▸ **REQUIREMENT**:
What you return must be the lines of the data that hold the word "Pitillal".
Segment Start: GIVEN DATA
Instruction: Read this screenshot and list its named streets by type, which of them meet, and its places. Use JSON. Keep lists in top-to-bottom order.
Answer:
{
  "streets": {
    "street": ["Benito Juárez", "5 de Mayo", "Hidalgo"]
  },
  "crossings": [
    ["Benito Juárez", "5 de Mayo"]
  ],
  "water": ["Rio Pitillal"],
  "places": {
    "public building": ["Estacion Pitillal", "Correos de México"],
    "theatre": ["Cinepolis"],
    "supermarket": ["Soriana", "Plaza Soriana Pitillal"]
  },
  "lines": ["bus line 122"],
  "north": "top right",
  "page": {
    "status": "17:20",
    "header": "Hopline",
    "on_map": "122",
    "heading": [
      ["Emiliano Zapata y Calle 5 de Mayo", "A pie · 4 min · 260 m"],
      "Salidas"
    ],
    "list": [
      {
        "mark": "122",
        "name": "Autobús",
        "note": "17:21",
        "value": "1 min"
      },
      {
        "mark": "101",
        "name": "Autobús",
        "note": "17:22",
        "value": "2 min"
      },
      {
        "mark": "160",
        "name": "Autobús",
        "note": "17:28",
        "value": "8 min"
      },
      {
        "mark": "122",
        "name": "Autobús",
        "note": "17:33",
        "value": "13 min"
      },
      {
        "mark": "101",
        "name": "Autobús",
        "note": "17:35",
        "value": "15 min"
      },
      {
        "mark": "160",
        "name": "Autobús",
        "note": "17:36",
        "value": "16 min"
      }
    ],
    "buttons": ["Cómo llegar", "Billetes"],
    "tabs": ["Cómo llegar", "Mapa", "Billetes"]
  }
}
Segment End: GIVEN DATA
▸ **RESULT FOR THIS EXERCISE**:
  "water": ["Rio Pitillal"],
    "public building": ["Estacion Pitillal", "Correos de México"],
    "supermarket": ["Soriana", "Plaza Soriana Pitillal"]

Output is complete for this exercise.